Based in Geneva, S.E.T. had grown exponentially in the last seven years, morphing into a multi-billion dollar trading firm. Athanor completed his circle of power. Forte quietly shed the shackle of his American citizenship—to him it had become an albatross—and jumped into new territories, buying tankers, an airline in South America, oil wells, politicians on four continents, wineries in Chile, hotels in Tokyo, a cigar company in the Dominican, banks in Belize, paintings by Monet and Van Gogh.
At the zenith of money and power, it wasn’t only the corrupt former-Soviets who loved him. He did deals with the intelligence agencies of Israel, South Africa, even Communist China. Prime Ministers and Central Committee members took his calls. Former Secretaries of State, movie moguls, pop stars, a truckload of European royalty, OPEC sheiks and Honk Kong taipans sought his advice, wined and dined him, pr
oposed deals. The money rained like a monsoon, the parties were never-ending.
He soon found himself recruited into a European secret society called SW, Schwarze Wahrheit, or Black Truth. His money and stature propelled him into the upper echelon, although as a junior member. It was all so heady to meet in castles by candlelight, performing spooky archaic rituals with political and cultural giants of the Continent. They were Satanists, but weren’t particularly adept at practicing black magic. It was more about orgies and indulgence and networking.
Just as twelve-step programs had become the networking tool of choice for Hollywood wannabees or used-to-bees, secret societies and their long proud history were a dime-a-dozen in Europe, which is why joining the “right” one was all important. The A-list secret society.

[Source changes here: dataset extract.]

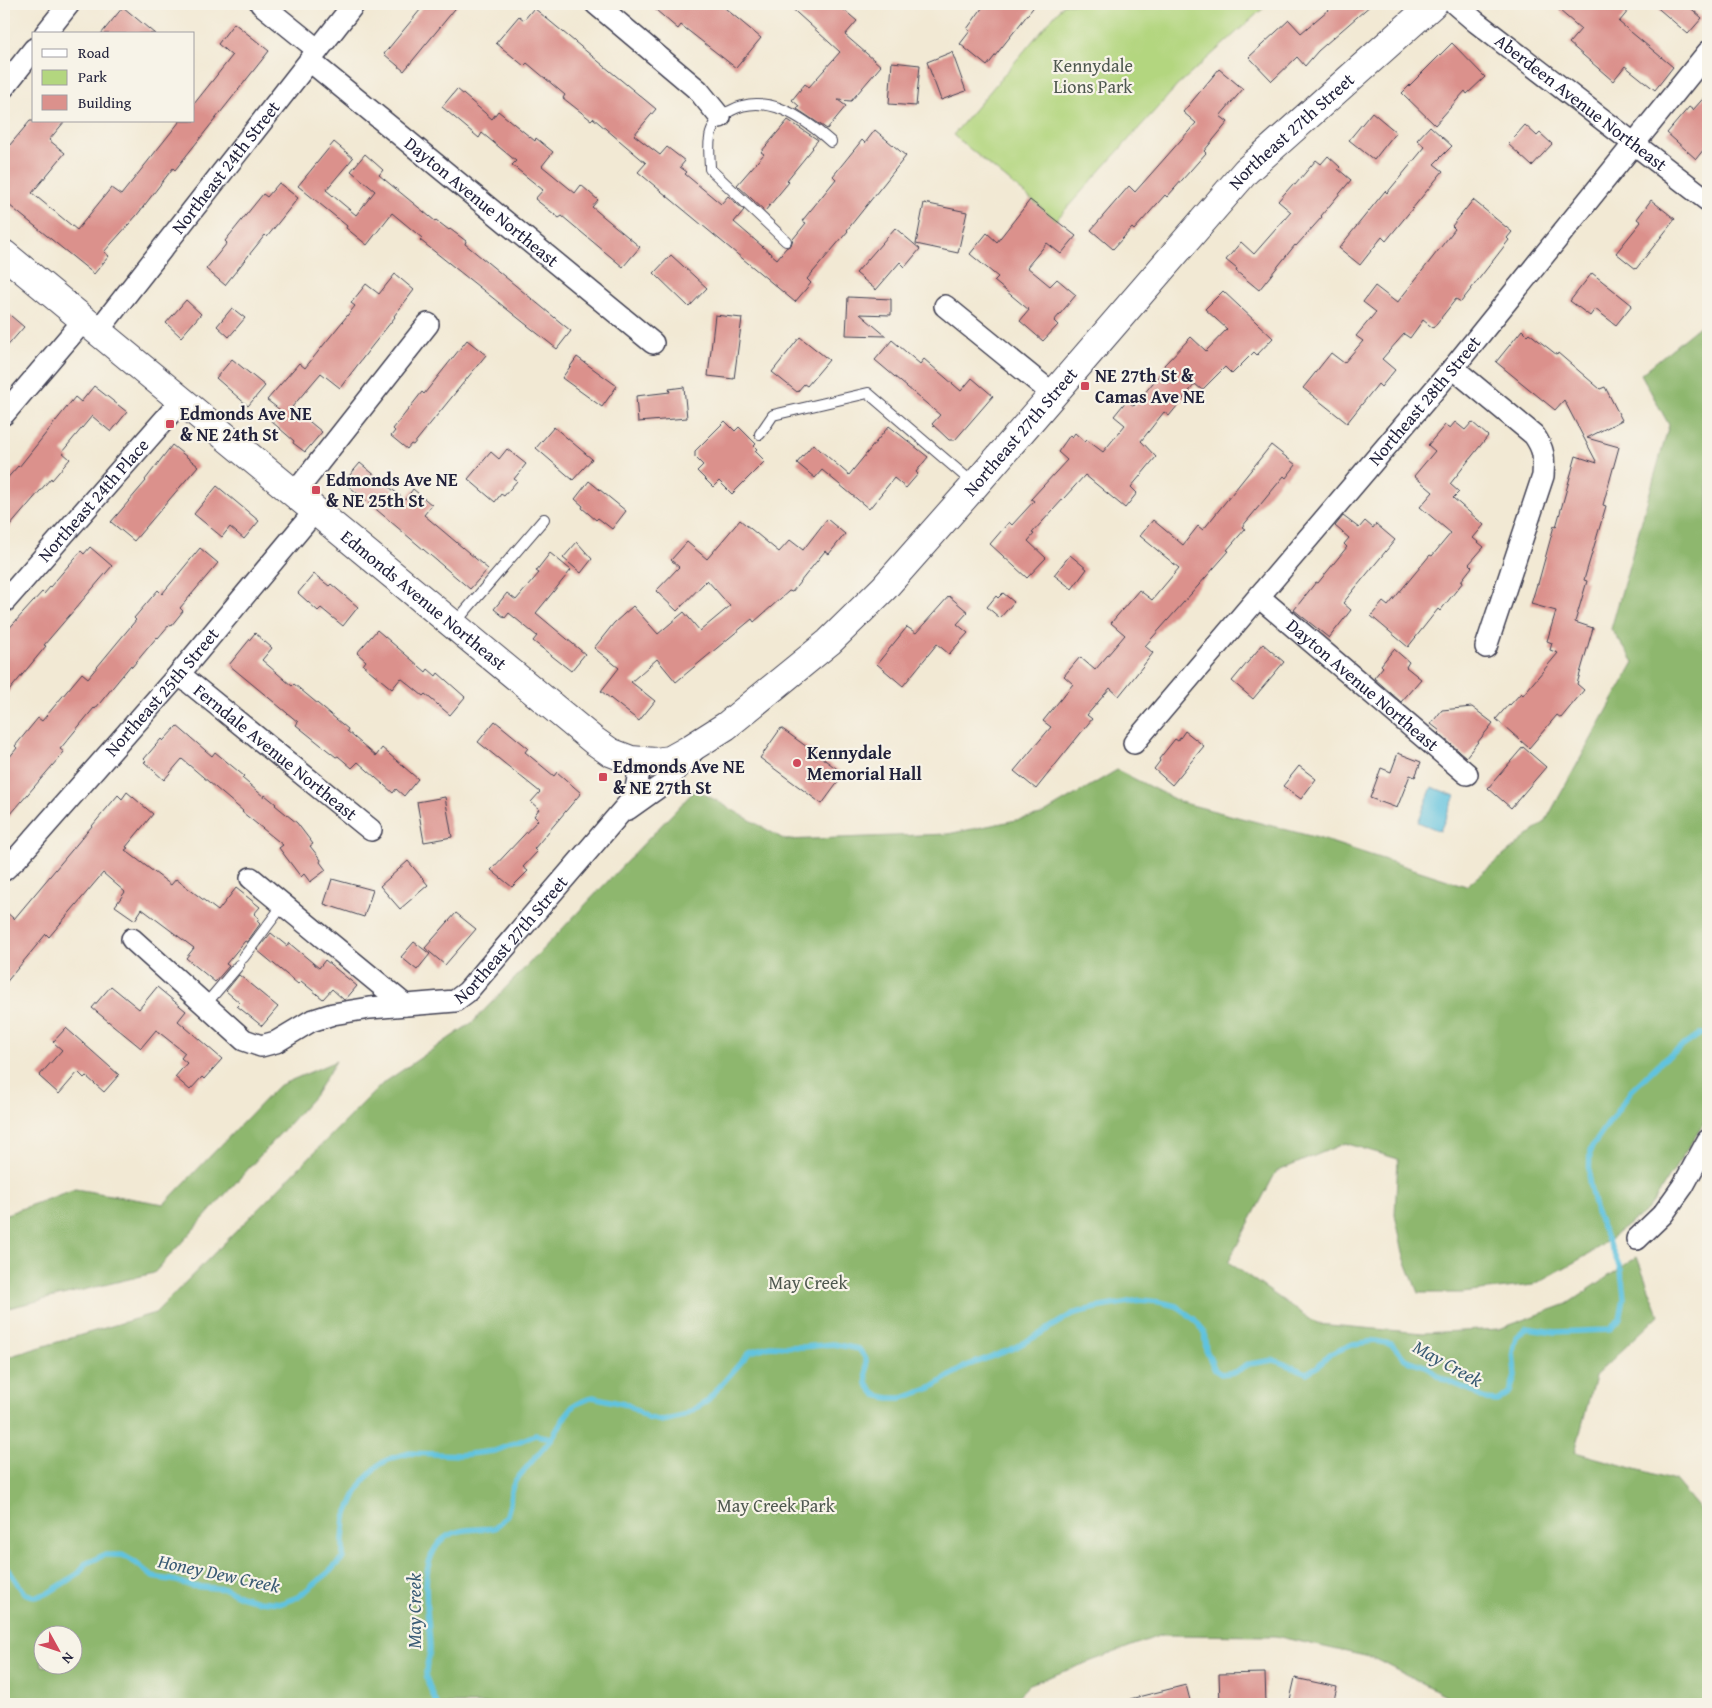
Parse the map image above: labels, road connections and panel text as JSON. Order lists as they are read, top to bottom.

His mind’s wandering this early spring morning soon anchored itself to the mooring it always found: The Big Problem. Which, simply put, was that someday it would all come to an end. At fifty-one, he was much closer to seventy than to twenty-one. Hence, he and his fellow lodge members took up the pursuit of the elusive Philosopher’s Stone, the Tincture, the study of alchemy, or rather, the subsidy of the study of it, and ultimately, to an obscure Egyptian sorcerer named Hui and the notion of physical immortality.
A soft chime from the cell phone inside Forte’s black silk dinner jacket gently shattered the reverie. Not pleased with the interruption, he checked the caller’s identity, then hissed, “What is it, Daniel?”

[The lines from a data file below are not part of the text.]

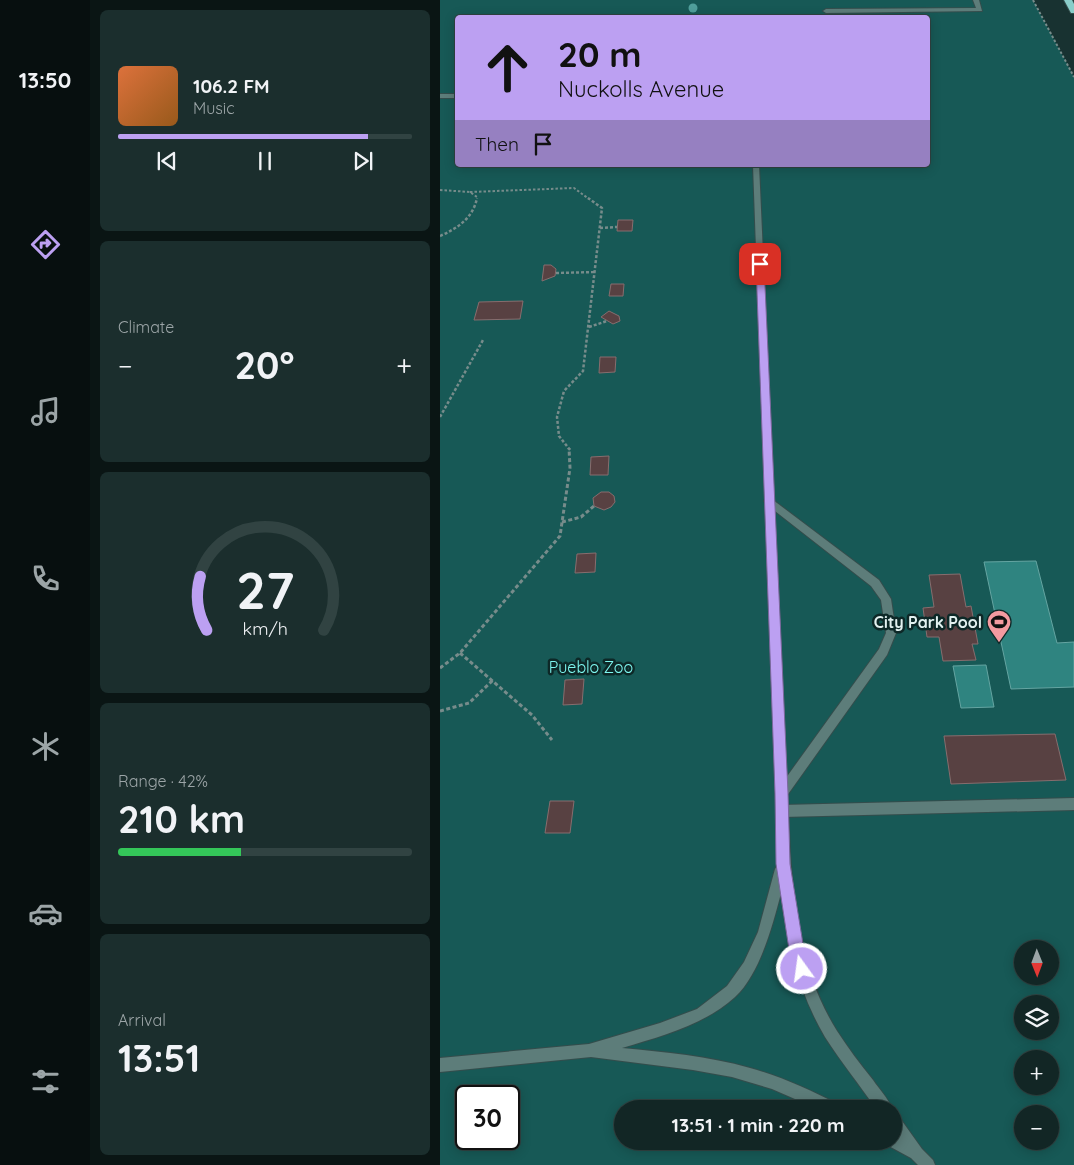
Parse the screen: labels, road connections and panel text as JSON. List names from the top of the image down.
{
  "parks": ["Pueblo Zoo"],
  "places": {
    "sports": ["City Park Pool"]
  },
  "north": "bottom",
  "page": {
    "tabs": "13:50",
    "turn": ["20 m", "Nuckolls Avenue"],
    "song": ["106.2 FM", "Music"],
    "then": "Then",
    "tile": [
      "Climate",
      ["Range · 42%", "210 km"],
      ["Arrival", "13:51"]
    ],
    "heat": ["−", "20°", "+"],
    "map_buttons": ["+", "−"],
    "limit": "30",
    "trip": "13:51 · 1 min · 220 m",
    "gauge": ["27", "km/h"]
  }
}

“Sorry Mister Forte, but I felt these unusual developments regarding Doctor Wilder warranted—”
“What unusual developments?” Forte registered sharp interest.
Daniel Pratt sat in a $2000 ergonomically correct black desk chair in the Operations Control Center of Athanor, two levels above Forte’s private residence. As Forte’s number one executive assistant, Pratt, thirty-one, had grown accustomed to working twelve-hour days, six-days a week, for $225,000 a year plus perks. Presently however, he functioned as the project supervisor of Athanor’s top priority: monitoring Dr. Sky Wilder’s every move.
Estranged from his upper-middle class family and their money, Pratt had dropped out of an engineering program at M.I.T. and joined the air force. He served six years, including four with the Air Force Intelligence Agency. He displayed the combination of amorality, ambition, and adrenaline lust that Forte found so effective in management personnel. Pratt understood computer systems as well as he understood demolitions, which was to say exquisitely.
“Wilder is presently at the Yavapai County Sheriff Substation in Camp Verde, Arizona. He was incarcerated there several times as a high school student for breaking into the local library with his best friend.”
“And...?” Forte asked, impatiently.
“Thirty minutes ago he rented a car in Cottonwood, Arizona after phoning his agent and telling her to cancel the promotional tour for his new book. To postpone it, actually, for one month.”
Simon Forte stood from the table, disinterested now in the meal.
“That’s not a good way to sell books. Show me what he was doing earlier today.” A large flat panel screen silently slid down from the ceiling, displaying an interactive map and log of Wilder’s movements. “These coordinates he went to with Professor Bacavi earlier today... what is there, exactly?”
“It's a remote canyon north-west of Sedona. Nothing’s there as far as we can tell.”
“You don’t think he found a tablet, right there in his own backyard, do you, Simon?” cooed Rene, sipping at her wine like a cat enjoying heavy cream. Her trim, leonine manner broadcast a cool elegance, whether in a sexual heat or a murderous rage, and glimmered a slick polished sheen, hard, beautiful and expensive, a purring platinum pussy.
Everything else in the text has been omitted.